Greek citizens crowded outside shuttered banks aren’t the only ones feeling the pain. U.S. investors that helped make 2014 a busy year for share sales in the country have seen the value of their holdings more than halved.
Four Greek banks raised more than $11 billion in sales last year, according to data compiled by Bloomberg. Foreign investors piled in as they bet on a rebound in what Euroxx Securities SA analyst Maria Kanellopoulou called “a vote of confidence for the Greek banking system.”
North American firms including Paulson & Co., BlackRock Inc., Capital Group Inc., Fidelity Management & Research Co. and Fairfax Financial Holdings Ltd. bought stakes in the banks around the time of the deals, separate data show.
Twelve months on, their confidence hasn’t been rewarded. Shares in the lenders that raised capital — Eurobank Ergasias SA, National Bank of Greece SA, Piraeus Bank SA and Alpha Bank AE — have fallen by an average of 56 percent since the sales, the data show. Those losses could rise sharply as the country skirts with the prospect of defaulting.
“If the Greek government defaults, investors will own a huge amount of defaulted exposure on their balance sheets,” said Diego Valiante, a research fellow at the European Capital Markets Institute and the Centre for European Policy Studies.
Even if Greece doesn’t default on its debt payments, some banks may still fail because of soaring non-performing loans and an excessive amount of Greek government bonds, reducing their value further, he said. “Any exit will be a penalizing one,” Valiante said.
Greece has closed its banks until at least July 6 and there will be a daily cash withdrawal limit of 60 euros as the Greek government tries to stop lenders from bleeding more cash. Bank transfers or payments abroad will be banned. Prime Minister Alexis Tsipras has pledged a July 5 referendum on bailout terms previously proposed by creditors.
Top Shareholders
The U.S. funds that took stakes last year are now among the biggest shareholders in the banks, excluding the state-owned Hellenic Financial Stability Fund, a vehicle set up in 2010 to distribute European funds to help recapitalize Greek lenders.

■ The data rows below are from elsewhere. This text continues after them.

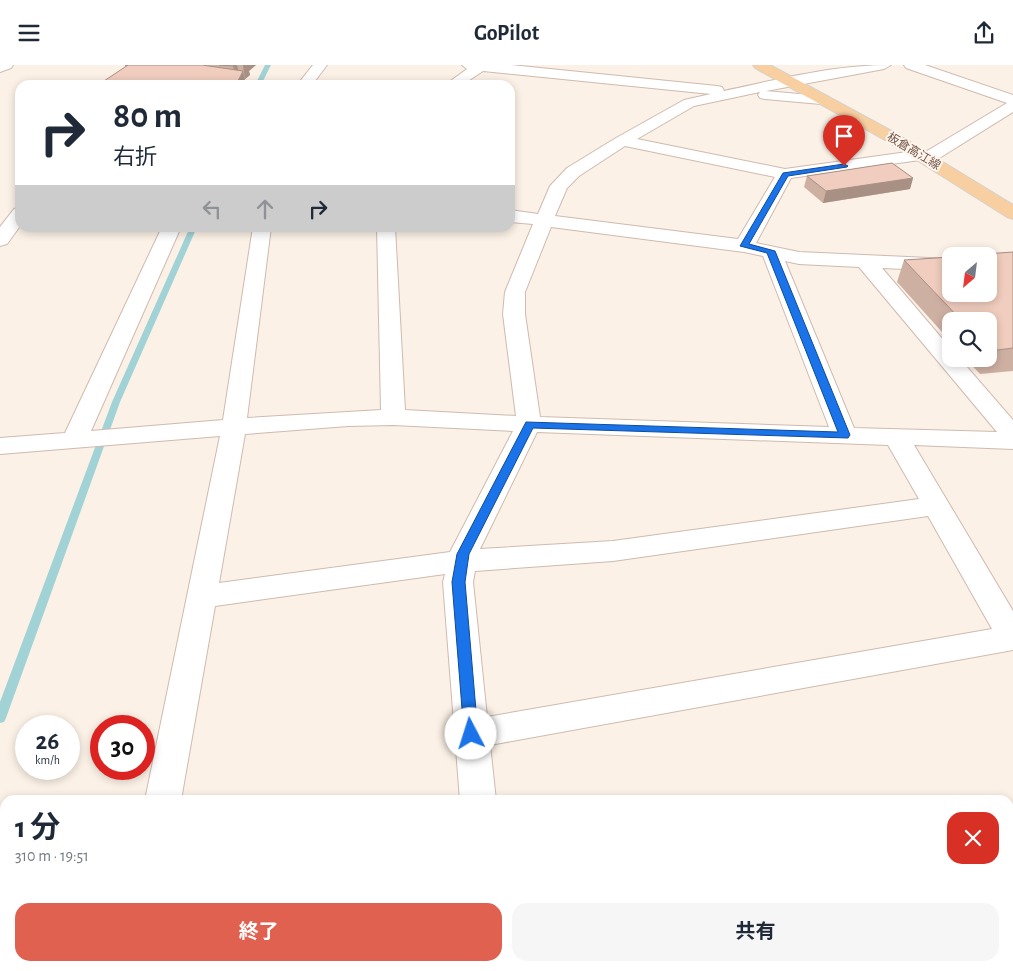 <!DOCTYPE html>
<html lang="ja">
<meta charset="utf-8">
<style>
body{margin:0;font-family:"Alegreya Sans","Noto Sans JP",sans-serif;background:#f6f6f7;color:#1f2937;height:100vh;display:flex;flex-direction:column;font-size:19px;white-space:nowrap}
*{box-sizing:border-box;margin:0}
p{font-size:16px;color:#747a83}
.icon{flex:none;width:28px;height:28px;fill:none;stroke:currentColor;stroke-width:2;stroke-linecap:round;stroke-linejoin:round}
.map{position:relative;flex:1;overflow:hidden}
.sheet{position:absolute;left:0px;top:730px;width:1014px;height:176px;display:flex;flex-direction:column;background:#fff;border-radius:15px 15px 0 0;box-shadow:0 2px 8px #0003}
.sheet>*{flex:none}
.hud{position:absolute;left:15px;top:15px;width:500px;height:152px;border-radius:15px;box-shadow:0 2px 8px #0003;background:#fff;color:#1f2937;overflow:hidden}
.needle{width:32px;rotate:208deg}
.controls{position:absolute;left:942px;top:182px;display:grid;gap:10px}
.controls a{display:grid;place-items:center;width:55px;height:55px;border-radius:10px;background:#fff;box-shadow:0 2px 8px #0003;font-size:25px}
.speed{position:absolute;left:15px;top:650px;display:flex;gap:10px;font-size:25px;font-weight:700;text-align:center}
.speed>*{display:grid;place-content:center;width:65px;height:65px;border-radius:50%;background:#fff;box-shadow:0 2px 8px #0003;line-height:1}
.speed small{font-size:12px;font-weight:400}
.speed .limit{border:8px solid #d22;background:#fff;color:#111}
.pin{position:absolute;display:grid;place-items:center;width:42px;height:42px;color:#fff;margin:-51px -21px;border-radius:50% 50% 50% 0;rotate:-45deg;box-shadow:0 0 5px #0007}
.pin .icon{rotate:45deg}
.me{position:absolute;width:55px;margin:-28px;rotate:355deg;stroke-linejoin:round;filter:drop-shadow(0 0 4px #0008)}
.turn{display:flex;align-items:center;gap:18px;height:105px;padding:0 15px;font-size:22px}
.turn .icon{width:65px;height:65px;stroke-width:2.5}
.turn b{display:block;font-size:35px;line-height:42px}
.lanes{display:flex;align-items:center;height:48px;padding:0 15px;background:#0003;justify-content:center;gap:25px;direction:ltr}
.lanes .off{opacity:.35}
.round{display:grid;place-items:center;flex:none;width:52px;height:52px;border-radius:15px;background:#f6f6f7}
.head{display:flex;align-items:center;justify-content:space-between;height:85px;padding:0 15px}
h1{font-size:30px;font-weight:700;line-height:38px}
.cta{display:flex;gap:10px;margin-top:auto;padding:10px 15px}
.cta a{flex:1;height:58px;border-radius:15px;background:#e16150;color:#fff;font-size:20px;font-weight:700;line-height:58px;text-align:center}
.cta a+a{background:#f6f6f7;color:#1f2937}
header{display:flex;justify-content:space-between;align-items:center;height:65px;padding:0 15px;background:#fff;font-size:22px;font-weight:700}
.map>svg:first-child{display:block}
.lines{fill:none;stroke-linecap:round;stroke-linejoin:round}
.stream{fill:#a1d3d6;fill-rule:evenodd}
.minor-casing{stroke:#cfbaaf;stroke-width:2}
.major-casing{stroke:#d8d0cd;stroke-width:2}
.minor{fill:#fff;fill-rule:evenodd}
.major{fill:#f8cfa1;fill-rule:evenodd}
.wall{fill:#ceb0a3}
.shaded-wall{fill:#a89085}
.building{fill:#f0cdbe;stroke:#a89085}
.route{fill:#1a73e8;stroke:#114b97}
.labels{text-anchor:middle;stroke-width:4;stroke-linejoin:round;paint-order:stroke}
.far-street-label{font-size:12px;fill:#74564c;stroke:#fef5ec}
</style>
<header><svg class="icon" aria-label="menu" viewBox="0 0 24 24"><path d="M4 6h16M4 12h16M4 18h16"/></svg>GoPilot<svg class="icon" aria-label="share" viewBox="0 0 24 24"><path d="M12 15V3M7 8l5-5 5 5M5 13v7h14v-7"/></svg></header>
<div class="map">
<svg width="1013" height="906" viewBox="0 0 1013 906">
<rect width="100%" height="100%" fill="#fbf1e6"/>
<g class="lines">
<!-- stream -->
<g class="stream">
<path d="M265 0H271L261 20H255Z"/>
<path d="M190 162H197L120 337 6 653 4 657 0 658V637L112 337Z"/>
</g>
<!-- minor casing -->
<g class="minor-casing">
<g id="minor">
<path d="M0 0H13L11 3 0 7Z"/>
<path d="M313 0H327L312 20H297Z"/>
<path d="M462 0H511L717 21 722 22 724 26C779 14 834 0 891 0L884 4 766 26 821 31 826 32 828 35 826 38 821 39 765 34 760 33 758 30 760 27 694 41 637 74 785 104 922 85 927 86 1007 38 906 3 904 0H925L1013 30V47L933 97 927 98 920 95 791 113 756 178 799 187 951 194V206L882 203 951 284V294H960L1013 355V384L914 380 1013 546V585L490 680 496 735H460L443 517 445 509 215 541 181 735H145L220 371 0 389V373L65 368 162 162H181L91 366 223 355 253 162H271L247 353 381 345 377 162H395L405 345 516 351 503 249 505 227 533 159 510 157V145L538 149 550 121 567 103 616 73 684 35 711 29 483 6 462 20H445L467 4ZM625 81 775 112 738 174 555 151 567 123 579 111ZM551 162 744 187 763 191 829 362 540 352 525 249V227ZM785 196 799 199 859 202 997 367 854 363ZM393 360 513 366 450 487 219 518 245 369 348 361ZM537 367 888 380 919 434 613 476 480 484ZM928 451 992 564 487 652 473 517 475 506 613 496Z"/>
<path d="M20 142V161L7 179 0 181V162L14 144Z"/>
<path d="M110 901H151V906H109Z"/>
<path d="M476 901H516L517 906H475Z"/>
</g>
</g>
<!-- major casing -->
<g class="major-casing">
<path id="major" d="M753 0H770L897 69 1013 140V154L1007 152 885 75 755 3Z"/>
</g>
<!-- minor -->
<use href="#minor" class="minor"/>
<!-- major -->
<use href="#major" class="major"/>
</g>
<!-- wall -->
<g class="wall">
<path d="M125 0H256L249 6 250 10 245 14 246 20 126 2Z"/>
<path d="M807 111 913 113 910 124 823 138 804 122Z"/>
<path d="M1013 187V306L980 309 966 294H989V256H951V277L897 217 904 195Z"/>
</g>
<!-- shaded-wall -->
<g class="shaded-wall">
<path d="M235 0H237L240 13 243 6 246 20H236V16L233 1Z"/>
<path d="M243 0H256L249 6 250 10 245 14Z"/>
<path d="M913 113 910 124 823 138 826 126Z"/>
</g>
<!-- building -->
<g class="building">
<path d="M125 0H202L243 6 236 20H98L128 0Z"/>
<path d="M219 0H235L233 1Z"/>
<path d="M892 98 913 113 826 126 807 111Z"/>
<path d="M1013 187V283L990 286 989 285V256H962L904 195 951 192V229H989V191H956Z"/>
</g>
<!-- route -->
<path class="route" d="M844 99 848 101 847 102 788 111 749 179 775 186 850 370 848 373 533 363 469 489 465 517 478 669 476 673 471 675 466 673 464 669 452 517 457 489 526 357 838 367 767 188 740 181 783 108Z"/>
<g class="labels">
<!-- far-street labels -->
<g class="far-street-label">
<text transform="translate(914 86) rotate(31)" y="4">板倉高江線</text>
</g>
</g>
</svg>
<div class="controls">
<a><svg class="needle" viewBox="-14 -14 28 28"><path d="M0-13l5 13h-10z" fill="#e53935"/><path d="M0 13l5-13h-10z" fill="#747a83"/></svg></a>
<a><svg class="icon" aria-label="search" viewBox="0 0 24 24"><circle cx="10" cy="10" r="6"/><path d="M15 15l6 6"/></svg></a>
</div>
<div class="speed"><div>26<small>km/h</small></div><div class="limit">30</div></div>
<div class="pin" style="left:844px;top:101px;background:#d93025"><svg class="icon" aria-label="arrive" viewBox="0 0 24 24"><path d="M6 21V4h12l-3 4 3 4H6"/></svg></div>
<svg class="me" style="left:471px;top:669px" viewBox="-20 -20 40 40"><circle r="19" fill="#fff"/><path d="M0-13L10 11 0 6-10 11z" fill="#1a73e8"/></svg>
<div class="hud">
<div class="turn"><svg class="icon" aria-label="right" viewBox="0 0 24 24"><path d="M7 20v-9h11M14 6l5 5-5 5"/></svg><div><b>80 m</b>右折</div></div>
<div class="lanes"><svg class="icon off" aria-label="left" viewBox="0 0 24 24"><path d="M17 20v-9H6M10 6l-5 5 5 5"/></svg><svg class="icon off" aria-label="ahead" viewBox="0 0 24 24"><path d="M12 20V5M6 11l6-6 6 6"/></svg><svg class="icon" aria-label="right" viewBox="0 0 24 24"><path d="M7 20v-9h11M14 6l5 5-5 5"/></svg></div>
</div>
<section class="sheet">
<div class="head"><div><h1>1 分</h1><p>310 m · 19:51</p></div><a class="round" style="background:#d93025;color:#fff"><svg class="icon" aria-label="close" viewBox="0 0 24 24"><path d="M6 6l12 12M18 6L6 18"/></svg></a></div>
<div class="cta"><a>終了</a><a>共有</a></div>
</section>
</div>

Paulson and Fairfax are the second-largest shareholders in Piraeus Bank and Eurobank respectively, while Capital Group is among the top five investors in both lenders.
Paulson, the investment firm founded by billionaire John Paulson, disclosed a 6.6 percent stake in Piraeus Bank in the second quarter of 2014, and still held the same amount at the end of March this year, the data show. That stake was valued at about 655 million euros ($737 million) on the date that the investment was disclosed. The shares closed at just 40 cents on Friday, making the same stake worth just 162 million euros, the data show.
Piraeus Bank also sold its 9.9 percent stake in Athens Water Supply & Sewage Co. to Paulson for 86.3 million euros last May, a bank official said.
Investors led by Canada’s Fairfax, which previously made successful bets on Bank of Ireland during the financial crisis, in April last year bought about 1.3 billion shares in Eurobank, according to the firm’s 2014 letter to shareholders. The stake amounts to about 9 percent of the share capital today and is valued at about 191 million euros. The shares are now worth less than half the 31 cents that investors in the share sale paid.
NBG and Alpha Bank haven’t fared much better; their shares have fallen 55 percent and 53 percent respectively in the last 12 months. BlackRock — which has held NBG shares on-and-off for several years — increased its stake to 9.7 million shares in the second quarter of 2014, and again to 90.1 million in the first quarter of this year.
The poor performance means that U.S. funds, the largest foreign source of capital for European share sales, may now hold back from investing in the region. Companies in Greece raised over $12 billion in share sales last year, the highest amount since 1999, according to data compiled by Bloomberg. This year that number is zero.
“The news flow around Greece is creating a lot of volatility that could make it more difficult for U.S. investors to commit to Europe,” said Craig Coben, global co-head of equity capital markets at Bank of America Merrill Lynch.
Spokesmen for Blackstone, Capital Group, Fairfax and Paulson declined to comment. A representative for Fidelity didn’t respond to a request for comment.